Already well known for their exceedingly eclectic and downright COOL videos, the SUSE team applied their well-honed skills to capturing all of the presentations delivered in their booth on the show floor at SC17 last month in Denver. In our wrap-up post for SC17 we promised to follow up regarding these presentations; this is the third and final of those posts.
There’s never been a better time to dabble in Machine Learning.
More importantly, when your dabbling delivers tangible results, you’ll soon realize there’s never been a better time to be successful – successful beyond your wildest expectations through use of Deep Learning.
Simply stated, there are options presently available that can ensure your ongoing success – whether you opt for in-memory, distributed parallel computing via Apache Spark, or a framework such as TensorFlow that’s ideally suited to making use of one or many more GPUs.
And although we’d love to be there when you start dabbling, you’ll likely want us to be involved as you achieve your milestones on your path towards success. Again, why? Owing to your success, you might find yourself in contention with others who seek to make use of the same pool of shared resources. Or, you might have reached a point where you need to scale your use of resources up, out … or both!
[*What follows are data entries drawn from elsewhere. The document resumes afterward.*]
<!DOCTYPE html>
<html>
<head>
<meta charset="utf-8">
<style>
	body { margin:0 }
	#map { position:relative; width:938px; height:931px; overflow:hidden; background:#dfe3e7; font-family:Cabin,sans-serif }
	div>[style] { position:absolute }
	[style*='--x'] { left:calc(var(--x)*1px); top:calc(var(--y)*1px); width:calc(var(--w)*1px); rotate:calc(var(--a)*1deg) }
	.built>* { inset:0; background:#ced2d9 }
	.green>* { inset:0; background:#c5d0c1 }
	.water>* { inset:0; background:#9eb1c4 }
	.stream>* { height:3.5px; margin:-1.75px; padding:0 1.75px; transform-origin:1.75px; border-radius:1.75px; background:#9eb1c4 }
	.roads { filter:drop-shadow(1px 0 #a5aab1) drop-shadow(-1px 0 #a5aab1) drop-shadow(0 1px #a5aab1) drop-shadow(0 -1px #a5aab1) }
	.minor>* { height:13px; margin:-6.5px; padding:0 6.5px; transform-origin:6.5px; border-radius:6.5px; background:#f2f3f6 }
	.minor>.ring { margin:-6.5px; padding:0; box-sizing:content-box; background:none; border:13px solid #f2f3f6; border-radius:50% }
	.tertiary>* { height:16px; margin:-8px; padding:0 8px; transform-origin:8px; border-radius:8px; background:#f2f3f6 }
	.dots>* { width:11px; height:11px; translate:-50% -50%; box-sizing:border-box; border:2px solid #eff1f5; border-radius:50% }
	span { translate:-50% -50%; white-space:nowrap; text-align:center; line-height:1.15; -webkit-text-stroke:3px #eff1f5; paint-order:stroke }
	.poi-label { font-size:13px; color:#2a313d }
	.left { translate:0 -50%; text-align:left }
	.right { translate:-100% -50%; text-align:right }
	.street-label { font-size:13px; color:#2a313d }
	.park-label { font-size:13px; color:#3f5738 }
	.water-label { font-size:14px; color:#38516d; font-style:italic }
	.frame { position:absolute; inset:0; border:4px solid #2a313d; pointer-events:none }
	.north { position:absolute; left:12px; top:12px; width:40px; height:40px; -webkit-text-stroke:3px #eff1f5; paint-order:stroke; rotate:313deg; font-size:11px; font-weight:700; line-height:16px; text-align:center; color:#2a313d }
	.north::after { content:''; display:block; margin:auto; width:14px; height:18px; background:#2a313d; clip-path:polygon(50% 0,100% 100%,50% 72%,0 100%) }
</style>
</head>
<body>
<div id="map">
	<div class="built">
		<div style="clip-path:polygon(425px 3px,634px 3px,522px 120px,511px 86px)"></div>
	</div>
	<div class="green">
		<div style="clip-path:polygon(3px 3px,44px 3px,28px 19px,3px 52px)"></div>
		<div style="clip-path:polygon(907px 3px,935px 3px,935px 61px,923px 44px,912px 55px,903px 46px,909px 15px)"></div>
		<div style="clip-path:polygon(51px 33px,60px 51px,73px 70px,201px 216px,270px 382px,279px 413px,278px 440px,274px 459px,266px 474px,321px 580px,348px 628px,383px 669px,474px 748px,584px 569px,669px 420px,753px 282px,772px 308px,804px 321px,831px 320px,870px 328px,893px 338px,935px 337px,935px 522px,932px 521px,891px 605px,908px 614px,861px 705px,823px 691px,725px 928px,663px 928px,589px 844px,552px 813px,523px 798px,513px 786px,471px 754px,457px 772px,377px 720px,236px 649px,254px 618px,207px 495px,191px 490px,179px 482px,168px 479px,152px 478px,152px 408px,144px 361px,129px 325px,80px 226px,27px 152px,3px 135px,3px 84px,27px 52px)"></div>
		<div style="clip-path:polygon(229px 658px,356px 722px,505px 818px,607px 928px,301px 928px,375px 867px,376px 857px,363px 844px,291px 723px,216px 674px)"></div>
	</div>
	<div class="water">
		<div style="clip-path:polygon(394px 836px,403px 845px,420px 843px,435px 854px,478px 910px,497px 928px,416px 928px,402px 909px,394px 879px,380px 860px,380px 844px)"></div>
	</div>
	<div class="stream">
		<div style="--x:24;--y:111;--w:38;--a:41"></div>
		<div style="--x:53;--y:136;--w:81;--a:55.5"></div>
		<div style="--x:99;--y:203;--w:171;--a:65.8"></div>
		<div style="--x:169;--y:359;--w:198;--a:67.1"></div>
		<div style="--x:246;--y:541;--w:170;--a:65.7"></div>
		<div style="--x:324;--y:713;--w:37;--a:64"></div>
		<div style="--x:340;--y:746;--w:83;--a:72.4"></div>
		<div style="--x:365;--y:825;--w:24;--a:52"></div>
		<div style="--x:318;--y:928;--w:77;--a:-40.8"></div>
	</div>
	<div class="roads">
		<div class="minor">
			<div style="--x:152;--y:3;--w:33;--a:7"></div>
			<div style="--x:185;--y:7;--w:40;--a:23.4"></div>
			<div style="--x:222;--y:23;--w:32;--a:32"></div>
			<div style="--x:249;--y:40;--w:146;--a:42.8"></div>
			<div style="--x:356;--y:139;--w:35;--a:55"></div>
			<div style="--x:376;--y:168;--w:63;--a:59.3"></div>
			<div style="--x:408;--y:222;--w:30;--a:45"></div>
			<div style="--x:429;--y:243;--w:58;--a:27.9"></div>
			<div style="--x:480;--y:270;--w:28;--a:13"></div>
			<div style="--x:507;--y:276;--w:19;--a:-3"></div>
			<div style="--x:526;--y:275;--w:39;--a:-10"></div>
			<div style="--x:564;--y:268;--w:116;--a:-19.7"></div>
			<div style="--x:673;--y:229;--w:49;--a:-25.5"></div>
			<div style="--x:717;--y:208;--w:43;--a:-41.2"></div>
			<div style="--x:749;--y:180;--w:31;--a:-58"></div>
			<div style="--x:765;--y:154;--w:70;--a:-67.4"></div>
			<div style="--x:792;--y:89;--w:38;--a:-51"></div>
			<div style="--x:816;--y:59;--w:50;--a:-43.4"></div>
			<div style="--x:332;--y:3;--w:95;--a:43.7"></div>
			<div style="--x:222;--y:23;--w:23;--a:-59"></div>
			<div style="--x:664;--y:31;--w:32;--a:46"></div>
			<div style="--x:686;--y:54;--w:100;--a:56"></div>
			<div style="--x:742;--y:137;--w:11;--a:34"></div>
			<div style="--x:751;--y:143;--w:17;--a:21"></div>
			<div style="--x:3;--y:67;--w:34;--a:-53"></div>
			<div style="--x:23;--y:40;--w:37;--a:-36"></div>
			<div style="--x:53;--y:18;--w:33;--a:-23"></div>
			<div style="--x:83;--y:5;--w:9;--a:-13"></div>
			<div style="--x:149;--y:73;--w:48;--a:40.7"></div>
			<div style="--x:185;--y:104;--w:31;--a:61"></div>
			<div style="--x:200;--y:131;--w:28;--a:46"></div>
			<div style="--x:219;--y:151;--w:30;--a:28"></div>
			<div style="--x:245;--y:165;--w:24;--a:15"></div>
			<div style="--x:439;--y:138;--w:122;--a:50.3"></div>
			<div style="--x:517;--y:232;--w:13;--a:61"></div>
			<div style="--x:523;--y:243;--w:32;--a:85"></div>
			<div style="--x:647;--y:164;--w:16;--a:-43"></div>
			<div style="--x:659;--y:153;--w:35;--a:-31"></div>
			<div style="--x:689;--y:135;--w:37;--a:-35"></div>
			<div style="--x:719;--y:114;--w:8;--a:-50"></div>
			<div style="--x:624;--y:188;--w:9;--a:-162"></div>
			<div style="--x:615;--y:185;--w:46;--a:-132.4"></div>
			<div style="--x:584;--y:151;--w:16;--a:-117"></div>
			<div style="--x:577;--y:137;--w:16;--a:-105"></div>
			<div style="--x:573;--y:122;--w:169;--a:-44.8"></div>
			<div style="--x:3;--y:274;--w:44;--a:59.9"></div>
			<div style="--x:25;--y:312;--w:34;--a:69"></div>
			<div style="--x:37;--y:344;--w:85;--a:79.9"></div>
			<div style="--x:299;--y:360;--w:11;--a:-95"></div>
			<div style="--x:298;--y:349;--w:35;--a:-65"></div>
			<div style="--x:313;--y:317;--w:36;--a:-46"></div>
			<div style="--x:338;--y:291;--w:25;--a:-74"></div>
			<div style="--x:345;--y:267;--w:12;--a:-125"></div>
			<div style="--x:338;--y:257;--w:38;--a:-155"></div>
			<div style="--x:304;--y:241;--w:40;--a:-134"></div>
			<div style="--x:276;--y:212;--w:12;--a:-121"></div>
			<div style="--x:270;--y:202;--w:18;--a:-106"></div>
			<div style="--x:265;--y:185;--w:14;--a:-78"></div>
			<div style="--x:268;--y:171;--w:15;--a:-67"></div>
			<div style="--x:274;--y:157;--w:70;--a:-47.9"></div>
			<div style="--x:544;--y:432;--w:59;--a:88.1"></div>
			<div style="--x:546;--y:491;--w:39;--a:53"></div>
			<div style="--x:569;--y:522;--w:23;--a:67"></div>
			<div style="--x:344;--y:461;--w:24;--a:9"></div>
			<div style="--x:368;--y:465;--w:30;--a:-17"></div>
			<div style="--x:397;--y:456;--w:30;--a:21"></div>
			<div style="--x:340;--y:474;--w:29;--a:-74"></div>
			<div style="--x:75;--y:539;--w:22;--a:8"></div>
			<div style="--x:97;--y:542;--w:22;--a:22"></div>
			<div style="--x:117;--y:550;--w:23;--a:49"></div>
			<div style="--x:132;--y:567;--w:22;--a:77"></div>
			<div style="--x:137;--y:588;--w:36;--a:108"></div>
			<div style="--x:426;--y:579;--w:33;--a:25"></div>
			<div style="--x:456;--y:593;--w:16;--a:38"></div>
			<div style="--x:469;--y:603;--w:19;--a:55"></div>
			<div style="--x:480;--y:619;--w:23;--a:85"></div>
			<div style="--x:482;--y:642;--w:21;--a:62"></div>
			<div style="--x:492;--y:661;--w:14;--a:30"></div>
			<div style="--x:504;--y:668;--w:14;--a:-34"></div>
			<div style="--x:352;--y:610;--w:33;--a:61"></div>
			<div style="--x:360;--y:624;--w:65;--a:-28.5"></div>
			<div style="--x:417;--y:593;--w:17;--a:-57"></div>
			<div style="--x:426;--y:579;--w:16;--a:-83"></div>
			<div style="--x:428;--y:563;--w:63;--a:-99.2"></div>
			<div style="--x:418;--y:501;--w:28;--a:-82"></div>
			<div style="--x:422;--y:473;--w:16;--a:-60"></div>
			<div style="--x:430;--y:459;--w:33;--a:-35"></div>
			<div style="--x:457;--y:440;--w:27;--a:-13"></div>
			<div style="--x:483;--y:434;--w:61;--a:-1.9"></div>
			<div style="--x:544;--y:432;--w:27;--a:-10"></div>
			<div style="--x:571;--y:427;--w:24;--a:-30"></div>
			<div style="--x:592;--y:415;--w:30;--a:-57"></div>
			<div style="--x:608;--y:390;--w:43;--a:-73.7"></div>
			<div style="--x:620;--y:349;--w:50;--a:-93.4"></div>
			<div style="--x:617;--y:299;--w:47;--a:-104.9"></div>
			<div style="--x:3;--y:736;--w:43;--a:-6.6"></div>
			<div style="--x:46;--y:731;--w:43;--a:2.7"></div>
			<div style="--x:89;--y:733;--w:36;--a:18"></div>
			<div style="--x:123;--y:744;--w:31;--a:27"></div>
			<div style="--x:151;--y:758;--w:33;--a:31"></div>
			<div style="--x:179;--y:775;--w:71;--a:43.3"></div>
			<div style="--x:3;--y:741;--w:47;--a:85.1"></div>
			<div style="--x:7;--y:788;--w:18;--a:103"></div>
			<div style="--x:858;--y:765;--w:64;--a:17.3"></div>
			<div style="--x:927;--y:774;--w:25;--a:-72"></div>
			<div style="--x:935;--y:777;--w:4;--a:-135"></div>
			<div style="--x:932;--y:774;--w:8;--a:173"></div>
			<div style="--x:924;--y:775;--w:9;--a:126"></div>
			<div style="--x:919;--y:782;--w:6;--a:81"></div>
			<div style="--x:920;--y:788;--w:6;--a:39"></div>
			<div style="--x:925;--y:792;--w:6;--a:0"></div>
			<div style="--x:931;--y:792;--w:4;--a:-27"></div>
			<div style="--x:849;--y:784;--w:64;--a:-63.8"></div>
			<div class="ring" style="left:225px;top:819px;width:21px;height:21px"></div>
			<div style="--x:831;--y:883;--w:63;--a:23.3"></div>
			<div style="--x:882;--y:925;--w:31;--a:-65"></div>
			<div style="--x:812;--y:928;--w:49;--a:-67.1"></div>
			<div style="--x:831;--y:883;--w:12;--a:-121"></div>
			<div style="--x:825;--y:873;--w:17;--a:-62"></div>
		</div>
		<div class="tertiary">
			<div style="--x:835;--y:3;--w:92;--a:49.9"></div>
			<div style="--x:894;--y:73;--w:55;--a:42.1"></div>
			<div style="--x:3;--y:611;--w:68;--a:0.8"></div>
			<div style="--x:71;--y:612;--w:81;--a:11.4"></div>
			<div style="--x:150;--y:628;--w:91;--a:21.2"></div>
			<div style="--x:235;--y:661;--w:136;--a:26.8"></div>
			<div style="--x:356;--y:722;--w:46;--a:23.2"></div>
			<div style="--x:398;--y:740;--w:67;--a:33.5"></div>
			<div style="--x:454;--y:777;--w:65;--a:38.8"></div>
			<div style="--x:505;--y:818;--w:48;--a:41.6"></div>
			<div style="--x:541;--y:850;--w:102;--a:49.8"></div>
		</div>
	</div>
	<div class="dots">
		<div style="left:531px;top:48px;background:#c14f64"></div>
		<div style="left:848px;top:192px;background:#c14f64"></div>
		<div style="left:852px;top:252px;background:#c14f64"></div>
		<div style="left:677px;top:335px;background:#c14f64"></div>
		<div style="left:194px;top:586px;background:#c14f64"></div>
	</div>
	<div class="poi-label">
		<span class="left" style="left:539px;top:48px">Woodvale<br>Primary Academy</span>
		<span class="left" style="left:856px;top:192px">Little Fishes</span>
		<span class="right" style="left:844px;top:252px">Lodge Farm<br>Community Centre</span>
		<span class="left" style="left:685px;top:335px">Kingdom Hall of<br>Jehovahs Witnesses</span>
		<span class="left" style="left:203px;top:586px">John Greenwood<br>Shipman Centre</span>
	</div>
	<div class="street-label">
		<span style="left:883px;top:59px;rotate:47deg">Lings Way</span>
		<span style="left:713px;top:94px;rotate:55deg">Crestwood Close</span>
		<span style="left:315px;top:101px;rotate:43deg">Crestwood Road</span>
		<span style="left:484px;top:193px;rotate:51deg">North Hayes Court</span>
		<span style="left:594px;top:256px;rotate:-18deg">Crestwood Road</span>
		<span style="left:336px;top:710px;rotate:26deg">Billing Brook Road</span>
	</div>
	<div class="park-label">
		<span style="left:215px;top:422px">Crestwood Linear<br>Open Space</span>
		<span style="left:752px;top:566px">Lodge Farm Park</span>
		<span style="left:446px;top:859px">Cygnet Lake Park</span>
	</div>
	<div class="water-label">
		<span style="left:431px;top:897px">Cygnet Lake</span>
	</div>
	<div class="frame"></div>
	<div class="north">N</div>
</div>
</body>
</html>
The good news is that you don’t need to be a trailblazer, as others are already forging these paths … and this means adoption patterns are emerging. For an increasing number of enterprise customers, an emerging best practice is to employ SUSE Linux Enterprise Server (SLES) as the Linux operating environment for your containers, servers (VMs or physical), clusters and clouds. Because SLES ships with the Docker Engine enabled, your Deep Learning application and workflows can be implemented and scaled across CPUs and/or GPUs via integrated workload management technology based upon Univa Grid Engine.
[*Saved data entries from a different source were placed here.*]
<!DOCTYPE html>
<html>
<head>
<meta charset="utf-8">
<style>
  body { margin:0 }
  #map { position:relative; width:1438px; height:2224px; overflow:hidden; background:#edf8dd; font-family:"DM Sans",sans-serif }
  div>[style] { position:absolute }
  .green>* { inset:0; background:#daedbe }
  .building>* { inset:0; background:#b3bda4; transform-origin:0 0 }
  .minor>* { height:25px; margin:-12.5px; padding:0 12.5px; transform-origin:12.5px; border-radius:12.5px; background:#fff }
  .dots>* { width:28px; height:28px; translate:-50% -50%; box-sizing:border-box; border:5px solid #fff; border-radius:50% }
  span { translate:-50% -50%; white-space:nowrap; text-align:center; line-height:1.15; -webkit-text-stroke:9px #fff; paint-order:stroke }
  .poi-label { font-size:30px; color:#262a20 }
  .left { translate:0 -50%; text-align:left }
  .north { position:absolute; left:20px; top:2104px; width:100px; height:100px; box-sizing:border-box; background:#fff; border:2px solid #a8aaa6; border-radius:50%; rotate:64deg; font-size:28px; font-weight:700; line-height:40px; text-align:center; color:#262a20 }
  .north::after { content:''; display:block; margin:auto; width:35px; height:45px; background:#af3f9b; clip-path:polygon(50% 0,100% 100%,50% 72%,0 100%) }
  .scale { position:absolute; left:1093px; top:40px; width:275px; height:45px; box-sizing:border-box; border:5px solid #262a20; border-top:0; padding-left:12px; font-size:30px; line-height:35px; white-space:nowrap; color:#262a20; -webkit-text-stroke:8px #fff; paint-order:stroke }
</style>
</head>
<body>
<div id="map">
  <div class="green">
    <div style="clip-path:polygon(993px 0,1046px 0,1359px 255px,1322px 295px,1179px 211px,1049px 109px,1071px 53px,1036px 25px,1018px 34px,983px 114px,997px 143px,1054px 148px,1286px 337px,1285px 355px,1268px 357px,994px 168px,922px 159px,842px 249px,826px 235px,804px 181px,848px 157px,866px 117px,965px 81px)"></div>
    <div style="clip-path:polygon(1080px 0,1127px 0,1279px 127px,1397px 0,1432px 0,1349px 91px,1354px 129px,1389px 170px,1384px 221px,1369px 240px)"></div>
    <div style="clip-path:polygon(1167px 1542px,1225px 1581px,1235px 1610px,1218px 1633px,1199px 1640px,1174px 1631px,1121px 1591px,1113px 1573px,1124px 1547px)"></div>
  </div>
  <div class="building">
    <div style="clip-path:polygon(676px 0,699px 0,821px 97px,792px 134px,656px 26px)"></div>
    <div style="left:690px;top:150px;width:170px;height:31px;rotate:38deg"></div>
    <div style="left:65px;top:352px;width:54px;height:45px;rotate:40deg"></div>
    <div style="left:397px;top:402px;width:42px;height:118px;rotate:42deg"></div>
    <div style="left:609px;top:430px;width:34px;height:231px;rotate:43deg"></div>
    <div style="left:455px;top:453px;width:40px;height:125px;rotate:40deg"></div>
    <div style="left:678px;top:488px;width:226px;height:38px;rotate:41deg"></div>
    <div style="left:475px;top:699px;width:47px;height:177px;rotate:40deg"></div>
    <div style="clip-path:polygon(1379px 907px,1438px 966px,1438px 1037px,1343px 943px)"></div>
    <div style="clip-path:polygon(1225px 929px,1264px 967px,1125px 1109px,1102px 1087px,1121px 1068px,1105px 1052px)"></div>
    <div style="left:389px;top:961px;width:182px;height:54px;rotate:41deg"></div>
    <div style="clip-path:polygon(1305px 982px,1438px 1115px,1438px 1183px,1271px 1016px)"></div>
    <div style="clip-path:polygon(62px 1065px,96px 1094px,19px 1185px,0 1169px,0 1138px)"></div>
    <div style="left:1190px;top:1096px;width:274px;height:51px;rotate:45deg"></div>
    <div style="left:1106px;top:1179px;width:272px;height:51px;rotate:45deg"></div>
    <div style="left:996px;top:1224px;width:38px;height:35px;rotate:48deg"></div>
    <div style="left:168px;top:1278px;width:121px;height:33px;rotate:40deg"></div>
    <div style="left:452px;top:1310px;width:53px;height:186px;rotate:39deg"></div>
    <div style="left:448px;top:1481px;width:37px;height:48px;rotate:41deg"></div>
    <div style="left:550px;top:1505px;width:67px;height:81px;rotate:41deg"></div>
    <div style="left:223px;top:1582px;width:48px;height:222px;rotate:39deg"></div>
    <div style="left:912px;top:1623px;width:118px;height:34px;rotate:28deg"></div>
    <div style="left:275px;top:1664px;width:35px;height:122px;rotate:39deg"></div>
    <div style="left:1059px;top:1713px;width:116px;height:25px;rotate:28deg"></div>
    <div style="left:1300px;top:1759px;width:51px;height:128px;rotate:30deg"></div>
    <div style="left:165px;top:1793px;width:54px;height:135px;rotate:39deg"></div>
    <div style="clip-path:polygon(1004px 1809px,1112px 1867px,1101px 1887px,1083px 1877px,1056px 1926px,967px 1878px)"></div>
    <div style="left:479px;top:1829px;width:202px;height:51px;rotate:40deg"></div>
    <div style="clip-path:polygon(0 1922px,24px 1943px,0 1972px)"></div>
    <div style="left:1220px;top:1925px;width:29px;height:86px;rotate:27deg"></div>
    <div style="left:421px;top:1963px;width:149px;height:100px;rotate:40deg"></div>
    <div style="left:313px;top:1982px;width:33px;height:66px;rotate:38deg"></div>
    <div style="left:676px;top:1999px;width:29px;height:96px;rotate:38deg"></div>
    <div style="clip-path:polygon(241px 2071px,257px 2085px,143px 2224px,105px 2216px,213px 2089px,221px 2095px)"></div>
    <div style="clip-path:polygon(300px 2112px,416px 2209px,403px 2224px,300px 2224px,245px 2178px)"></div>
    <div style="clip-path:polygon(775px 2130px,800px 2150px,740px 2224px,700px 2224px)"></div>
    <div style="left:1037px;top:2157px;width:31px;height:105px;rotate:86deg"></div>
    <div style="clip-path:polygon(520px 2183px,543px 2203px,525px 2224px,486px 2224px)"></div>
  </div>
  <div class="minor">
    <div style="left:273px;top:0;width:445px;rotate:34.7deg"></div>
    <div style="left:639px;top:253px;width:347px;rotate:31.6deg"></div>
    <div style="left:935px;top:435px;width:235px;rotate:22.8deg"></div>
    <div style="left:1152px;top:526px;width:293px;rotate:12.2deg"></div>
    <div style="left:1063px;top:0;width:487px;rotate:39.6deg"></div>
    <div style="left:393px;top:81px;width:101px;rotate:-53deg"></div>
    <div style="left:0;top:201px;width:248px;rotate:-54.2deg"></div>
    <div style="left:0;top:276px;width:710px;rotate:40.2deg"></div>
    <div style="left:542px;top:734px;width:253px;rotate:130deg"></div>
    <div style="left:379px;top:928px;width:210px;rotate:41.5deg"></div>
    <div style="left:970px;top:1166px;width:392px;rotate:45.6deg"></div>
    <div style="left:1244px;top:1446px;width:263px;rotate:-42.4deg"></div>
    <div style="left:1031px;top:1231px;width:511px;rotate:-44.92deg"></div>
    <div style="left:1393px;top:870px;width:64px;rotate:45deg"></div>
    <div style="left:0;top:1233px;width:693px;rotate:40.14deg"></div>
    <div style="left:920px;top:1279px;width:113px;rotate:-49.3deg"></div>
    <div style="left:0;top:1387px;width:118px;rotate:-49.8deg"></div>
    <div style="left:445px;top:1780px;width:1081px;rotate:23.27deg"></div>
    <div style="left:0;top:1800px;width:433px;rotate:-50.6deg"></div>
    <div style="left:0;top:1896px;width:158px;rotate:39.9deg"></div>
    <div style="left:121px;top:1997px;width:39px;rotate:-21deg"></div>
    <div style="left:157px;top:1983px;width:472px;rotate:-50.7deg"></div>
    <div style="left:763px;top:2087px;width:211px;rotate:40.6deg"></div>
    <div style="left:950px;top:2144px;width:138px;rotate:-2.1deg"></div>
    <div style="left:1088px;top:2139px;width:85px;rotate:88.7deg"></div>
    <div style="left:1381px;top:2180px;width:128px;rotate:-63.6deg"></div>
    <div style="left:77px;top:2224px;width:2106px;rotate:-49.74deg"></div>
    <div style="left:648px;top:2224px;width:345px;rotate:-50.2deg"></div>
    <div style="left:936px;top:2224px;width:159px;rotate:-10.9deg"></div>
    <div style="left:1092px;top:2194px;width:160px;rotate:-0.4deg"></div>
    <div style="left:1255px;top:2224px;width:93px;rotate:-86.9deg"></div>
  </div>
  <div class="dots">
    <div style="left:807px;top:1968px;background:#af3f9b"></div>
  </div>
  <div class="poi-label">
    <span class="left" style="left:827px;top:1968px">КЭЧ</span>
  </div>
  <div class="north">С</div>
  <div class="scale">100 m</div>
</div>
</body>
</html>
Obviously, we’re just scraping the surface here in this post, in our webinar, and in the presentation we recently made in the SUSE booth (see below). After you’ve reviewed the presentation and our slides, we hope you’ll realize that solutions from Univa and its partners are particularly appealing, enabling and available to assist you in taking your Machine Learning prototypes into Deep Learning production at scale.
While this may be our last word when it comes to the presentations we delivered in the SUSE booth during SC17, you can rest assured that there’ll be a whole lot more to share with respect to Deep Learning as we close out 2017, and have our sights set on the New Year.